JLM progress

It has been a while that I didn't report any progress on JLM, but I'm still full of ideas about it. I'm still sure that it's one of the best proposal out there to help people learn programming, and I have about 12 ideas of improvement per hour. I'll try to present some of them here, to organize my head a bit on this section. The Java Learning Machine (JLM) is one of my favorite pet projects. It's an integrated environment to learn programming through graphical exercisers based on several graphical micro-worlds, adapted to the learned notions. Well, I admit I cannot find any useful definition for this tool, you'd better check it out.

Backtracking lesson

I have an experimental lesson aiming at teaching students about backtracking. It is not ready for consumption yet, not even the first exercises. It will feature several exercises on the topic allowing to progressively build the relevant notions and mental representation in the students mind.

For now, it contains a Backtracking exercise which lacks a graphical representation to be usable (see below). That's too bad because that's this graphical interface which is useful.

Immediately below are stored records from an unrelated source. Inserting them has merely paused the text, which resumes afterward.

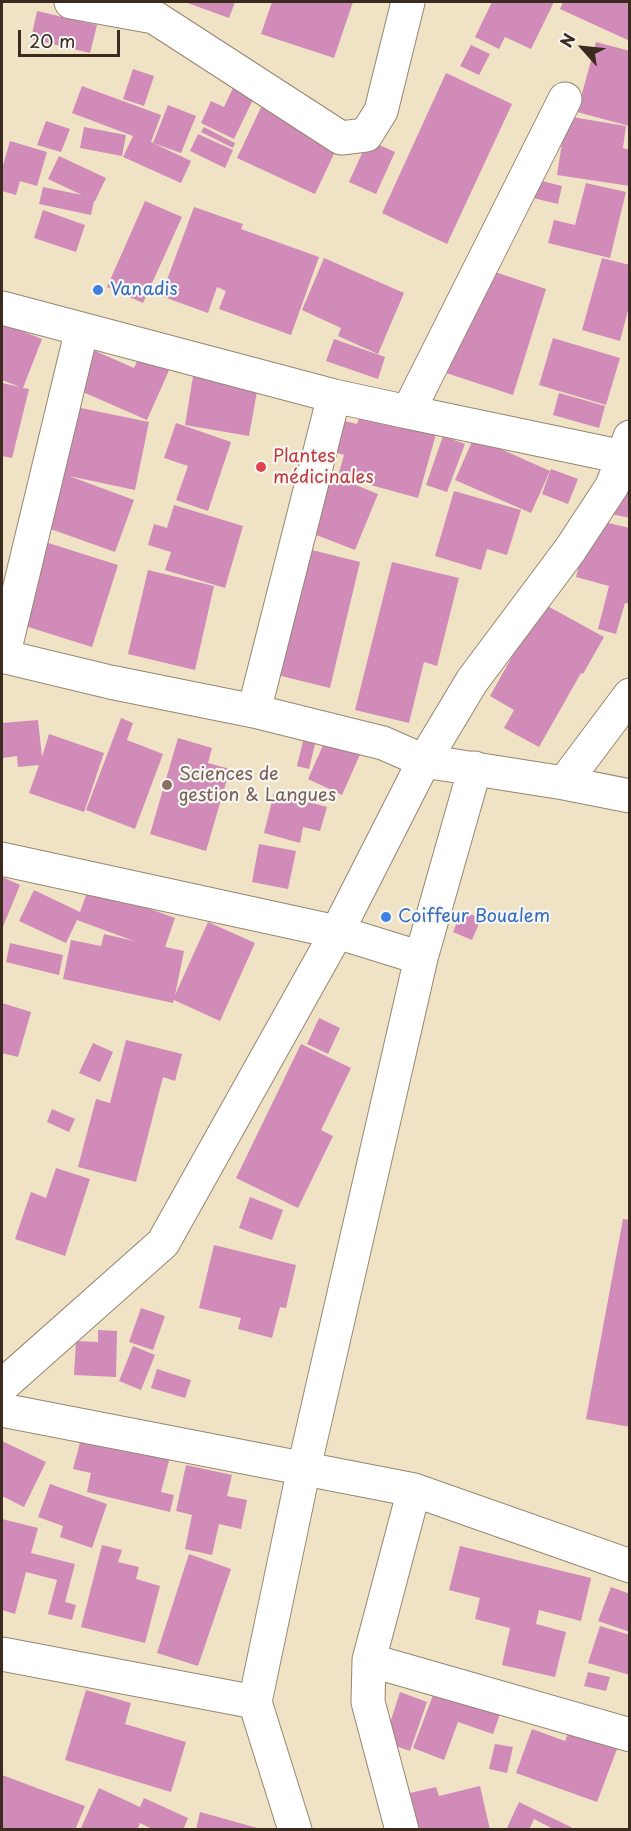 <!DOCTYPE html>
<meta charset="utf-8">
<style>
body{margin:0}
#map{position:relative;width:631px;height:1831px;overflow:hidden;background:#f0e2c5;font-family:"Playpen Sans",sans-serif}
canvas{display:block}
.frame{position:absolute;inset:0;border:3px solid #3b2a1e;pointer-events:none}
.north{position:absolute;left:553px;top:18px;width:60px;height:60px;-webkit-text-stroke:4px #f6f6f2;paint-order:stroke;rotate:297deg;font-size:16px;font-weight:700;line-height:24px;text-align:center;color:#3b2a1e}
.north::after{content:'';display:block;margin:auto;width:21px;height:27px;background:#3b2a1e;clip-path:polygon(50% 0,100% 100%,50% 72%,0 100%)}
.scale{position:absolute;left:18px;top:30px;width:102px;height:27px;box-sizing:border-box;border:3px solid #3b2a1e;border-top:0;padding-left:8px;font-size:18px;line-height:21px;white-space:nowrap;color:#3b2a1e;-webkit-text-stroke:4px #f6f6f2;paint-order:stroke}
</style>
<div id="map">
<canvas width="631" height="1831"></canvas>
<div class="frame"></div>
<div class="north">N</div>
<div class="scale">20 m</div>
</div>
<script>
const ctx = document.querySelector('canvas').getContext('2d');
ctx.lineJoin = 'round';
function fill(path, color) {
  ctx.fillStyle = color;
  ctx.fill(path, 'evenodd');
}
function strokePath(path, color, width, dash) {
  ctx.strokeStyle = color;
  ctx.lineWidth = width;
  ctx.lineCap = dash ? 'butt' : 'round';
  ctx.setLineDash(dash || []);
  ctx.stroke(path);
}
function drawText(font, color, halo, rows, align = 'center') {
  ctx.font = font + ' "Playpen Sans",sans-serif';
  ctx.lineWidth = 4.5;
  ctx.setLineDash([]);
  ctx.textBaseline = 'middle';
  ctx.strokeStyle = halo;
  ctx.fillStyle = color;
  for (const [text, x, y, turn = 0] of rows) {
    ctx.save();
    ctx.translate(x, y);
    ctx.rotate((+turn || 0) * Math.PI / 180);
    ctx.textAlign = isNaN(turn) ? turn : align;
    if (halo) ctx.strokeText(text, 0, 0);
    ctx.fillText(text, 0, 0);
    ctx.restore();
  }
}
const building = new Path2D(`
 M185,2H235L229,18Z
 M272,2H353L334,58L261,34Z
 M492,2H554L531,49L505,37L499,49L475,37Z
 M563,2H630V41L560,9Z
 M37,11L97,25L90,53L31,39Z
 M596,42L630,51L629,126L577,112Z
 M471,45L490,54L479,75L460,66Z
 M133,69L154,76L144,106L123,99Z
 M446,73L512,104L447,244L382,213Z
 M239,75L260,85L234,139L201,123L211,101L224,107Z
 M82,86L161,115L151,142L191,161L181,183L123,157L133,136L72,113Z
 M263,103L341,139L315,194L237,158Z
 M168,105L196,116L181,153L153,143Z
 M566,116L626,126L623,148L630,150V186L557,175Z
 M46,121L70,129L61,152L37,145Z
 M84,127L126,135L122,156L80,148Z
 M204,127L235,143L233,148L201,132Z
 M198,134L233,150L225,168L190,151Z
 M368,140L395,152L376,194L349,182Z
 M10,141L47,152L37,186L20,181L16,195L2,191V169Z
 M59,156L106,178L95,201H94L91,215L39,204L43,187L82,195L48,179Z
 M534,179L562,186L558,204L529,197Z
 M586,183L626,192L610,258L548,243L554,220L575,225Z
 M145,201L182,217L143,303L107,287Z
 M194,207L243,224L241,229L319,257L291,335L219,309L226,291L217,287L208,313L161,296Z
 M43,210L85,225L76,252L34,238Z
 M324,258L404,293L378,354L338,336L341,328L302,310Z
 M602,258L630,265V303L620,341L582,330Z
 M480,267L546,289L513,395L431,368Z
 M2,323L42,339L23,388L29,389L12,458L2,456V383L20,387L2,380Z
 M553,338L620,358L606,405L539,385Z
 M334,339L385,357L378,379L326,361Z
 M144,346L174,359L147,420L76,389L93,350L134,368Z
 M194,370L259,380L249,436L185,425Z
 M559,393L605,406L599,428L553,415Z
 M76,407L149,422L135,490L69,476L134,500L115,552L42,526Z
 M362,407L438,427L418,498L338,476L344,455L325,449L333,418L357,424Z
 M176,423L231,442L208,511L176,500L188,466L164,458Z
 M443,436L465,444L447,492L426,485Z
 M474,437L550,471L531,513L455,480Z
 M630,461V518L611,514Z
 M311,467L378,494L355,550L288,524Z
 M551,469L578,479L568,504L542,494Z
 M454,491L521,510L507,555L487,549L481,570L435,556Z
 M174,505L243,526L225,588L165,570L171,552L148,545L154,524L167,528Z
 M591,519L630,528V604L625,603L616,634L598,629L609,586L576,577Z
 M42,541L118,565L92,647L25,626Z
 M292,545L360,562L330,688L261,671Z
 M392,562L459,578L437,666L424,662L409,723L355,710Z
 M148,570L214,586L195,670L128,654Z
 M542,603L604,637L583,674L581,673L539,747L504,728L514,710L490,696Z
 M121,718L133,723L127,740L163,754L135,829L86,810Z
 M38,720L42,757L49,734L104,753L84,812L29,793L39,765L18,767L17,756L2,758V723Z
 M328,734L362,750L342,795L308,779Z
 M304,737L316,740L309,769L297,766Z
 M178,738L212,748L208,763L230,769L206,851L150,834Z
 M274,793L327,807L320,831L303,827L300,843L264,833Z
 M259,844L296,851L288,889L252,882Z
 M2,877L20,885L2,929Z
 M89,887L175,918L165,947L184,951L175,995L208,922L255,943L220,1021L174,1000L173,1003L63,979L71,940L101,946L104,934L134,941L77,920L66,943L19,921L34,890L80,912Z
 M462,910L481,919L472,940L453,932Z
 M10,943L63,955L59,975L6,962Z
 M2,1003L31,1012L18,1057L2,1053Z
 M319,1018L340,1028L328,1054L307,1044Z
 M126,1040L182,1054L175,1081L163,1077L136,1182L78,1167L96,1099L110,1103Z
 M93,1043L113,1052L100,1082L79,1073Z
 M301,1044L351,1068L321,1130L333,1136L298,1208L236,1178Z
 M52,1109L75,1119L69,1132L47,1122Z
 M56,1168L90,1179L65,1256L15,1239L31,1192L46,1198Z
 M250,1197L283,1210L272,1240L239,1228Z
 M623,1219L630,1220V1427L586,1419Z
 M214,1245L296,1265L286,1308L280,1307L272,1338L238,1329L241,1318L199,1308Z
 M141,1308L165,1316L153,1350L129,1342Z
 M98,1330L117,1331L116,1377L74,1375L76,1341L98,1342Z
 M133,1346L155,1355L141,1390L119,1381Z
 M157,1369L191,1380L185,1398L151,1388Z
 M81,1439L171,1453L161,1492L174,1495L170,1512L87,1492L91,1473L73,1469Z
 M2,1441L46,1462L24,1507L2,1496Z
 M186,1465L232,1475L227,1496L247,1500L241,1529L219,1524L212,1555L185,1549L192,1515L176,1511Z
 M50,1484L107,1504L92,1548L60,1537L63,1526L38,1517Z
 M2,1519L38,1528L31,1553L75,1564L65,1602L76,1605L72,1620L48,1614L57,1580L26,1572L15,1614L2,1610Z
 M102,1545L122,1550L118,1562L139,1567L136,1579L160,1586L145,1643L81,1627Z
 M460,1546L591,1578L581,1621L539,1610L536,1624L566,1632L555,1677L502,1665L510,1628L475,1619L480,1598L449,1590Z
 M189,1554L231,1569L198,1666L157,1653Z
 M611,1587L630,1594V1632L598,1621Z
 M600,1626L630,1635V1675L588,1663Z
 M588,1672L610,1677L606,1691L584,1686Z
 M86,1690L131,1703L125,1724L186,1742L171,1792L65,1760Z
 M435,1690L500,1714L493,1734L458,1722L444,1760L413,1748Z
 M400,1692L427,1702L410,1751L384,1742Z
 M572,1723L620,1741L597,1802L516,1773L532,1729L565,1741Z
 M495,1744L513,1747L507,1773L489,1769Z
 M2,1775L85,1806L75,1830H2Z
 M480,1786L490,1830H419L410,1793L436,1787L439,1796Z
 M99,1788L140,1807L144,1798L188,1818L183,1830H154L140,1823L137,1830H80Z
 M519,1802L577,1830H555L534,1819L529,1830H506Z
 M200,1812L261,1829V1830H196Z`);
const minor = new Path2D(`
 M71,2L154,17L341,138L366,135L381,111L408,2
 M2,308L334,396L408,412L565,99
 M408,412L623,457L630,437
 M2,656L110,682L254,711L383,743L424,761L564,783L630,796
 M3,657L82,329
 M254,711L334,396
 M564,783L630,695
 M2,859L337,932L421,958
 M2,1386L163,1243L337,932L424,761L472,681L570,550L612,486L623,457
 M2,1410L414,1490L630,1566
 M2,1654L255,1702
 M369,1660L630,1735
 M295,1830L255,1702L304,1468L421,958L475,768
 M402,1830L368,1702L369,1660L414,1490`);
const markers = [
 [98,290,6,"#3f7fe0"],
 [261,467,6,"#e0444e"],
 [167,785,6,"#8d6e63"],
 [386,917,6,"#3f7fe0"]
];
const shopNames = [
 ["Vanadis",110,290],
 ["Coiffeur Boualem",398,917]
];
const healthNames = [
 ["Plantes",273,457],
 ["médicinales",273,478]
];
const educationNames = [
 ["Sciences de",179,775],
 ["gestion & Langues",179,796]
];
fill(building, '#d08bb8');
strokePath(minor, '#968672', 35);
strokePath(minor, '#fff', 33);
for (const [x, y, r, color] of markers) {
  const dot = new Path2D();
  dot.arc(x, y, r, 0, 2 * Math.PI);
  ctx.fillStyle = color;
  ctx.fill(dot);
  strokePath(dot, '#f6f6f2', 2);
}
drawText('18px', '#366cbe', '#f6f6f2', shopNames, 'left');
drawText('18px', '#be3a42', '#f6f6f2', healthNames, 'left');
drawText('18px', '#785e54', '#f6f6f2', educationNames, 'left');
</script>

The following textual representation is very great to actually understand what's going on, but I'd like to go one step further and actually build the call tree automatically.

What I have right now

What I'd like to have

Compute answer for world knapsack(max:10;  2, 2, 4, 4)
solve(0,[--, --, --, --]); bestSolution so far:null
solve(1,[2, --, --, --]); bestSolution so far:null
XXXX New best solution: [2, --, --, --]
solve(2,[2, 2, --, --]); bestSolution so far:[2, --, --, --]
XXXX New best solution: [2, 2, --, --]
solve(3,[2, 2, 4, --]); bestSolution so far:[2, 2, --, --]
XXXX New best solution: [2, 2, 4, --]
solve(4,[2, 2, 4, 4]); bestSolution so far:[2, 2, 4, --]
solution invalid, backtrack
solve(4,[2, 2, 4, --]); bestSolution so far:[2, 2, 4, --]
depth too large: 4
solve(3,[2, 2, --, --]); bestSolution so far:[2, 2, 4, --]
solve(4,[2, 2, --, 4]); bestSolution so far:[2, 2, 4, --]
depth too large: 4
solve(4,[2, 2, --, --]); bestSolution so far:[2, 2, 4, --]
depth too large: 4
solve(2,[2, --, --, --]); bestSolution so far:[2, 2, 4, --]
solve(3,[2, --, 4, --]); bestSolution so far:[2, 2, 4, --]
solve(4,[2, --, 4, 4]); bestSolution so far:[2, 2, 4, --]
XXXX New best solution: [2, --, 4, 4]
depth too large: 4
solve(4,[2, --, 4, --]); bestSolution so far:[2, --, 4, 4]
depth too large: 4
solve(3,[2, --, --, --]); bestSolution so far:[2, --, 4, 4]
solve(4,[2, --, --, 4]); bestSolution so far:[2, --, 4, 4]
depth too large: 4
solve(4,[2, --, --, --]); bestSolution so far:[2, --, 4, 4]
depth too large: 4
solve(1,[--, --, --, --]); bestSolution so far:[2, --, 4, 4]
solve(2,[--, 2, --, --]); bestSolution so far:[2, --, 4, 4]
solve(3,[--, 2, 4, --]); bestSolution so far:[2, --, 4, 4]
solve(4,[--, 2, 4, 4]); bestSolution so far:[2, --, 4, 4]
depth too large: 4
solve(4,[--, 2, 4, --]); bestSolution so far:[2, --, 4, 4]
depth too large: 4
solve(3,[--, 2, --, --]); bestSolution so far:[2, --, 4, 4]
solve(4,[--, 2, --, 4]); bestSolution so far:[2, --, 4, 4]
depth too large: 4
solve(4,[--, 2, --, --]); bestSolution so far:[2, --, 4, 4]
depth too large: 4
solve(2,[--, --, --, --]); bestSolution so far:[2, --, 4, 4]
solve(3,[--, --, 4, --]); bestSolution so far:[2, --, 4, 4]
solve(4,[--, --, 4, 4]); bestSolution so far:[2, --, 4, 4]
depth too large: 4
solve(4,[--, --, 4, --]); bestSolution so far:[2, --, 4, 4]
depth too large: 4
solve(3,[--, --, --, --]); bestSolution so far:[2, --, 4, 4]
solve(4,[--, --, --, 4]); bestSolution so far:[2, --, 4, 4]
depth too large: 4
solve(4,[--, --, --, --]); bestSolution so far:[2, --, 4, 4]
depth too large: 4
Solution:[2, --, 4, 4]
Load lesson lessons.meta
Add Create world exo
Add Create entity exo
Compute answers 3
Solve(0,1)
Solve(1,2)
Solve(2,0)

(sample picture from interstices, almost representative of what I really have in mind. I'd like to have better representations of each nodes. This is for example important for the N-queens problem)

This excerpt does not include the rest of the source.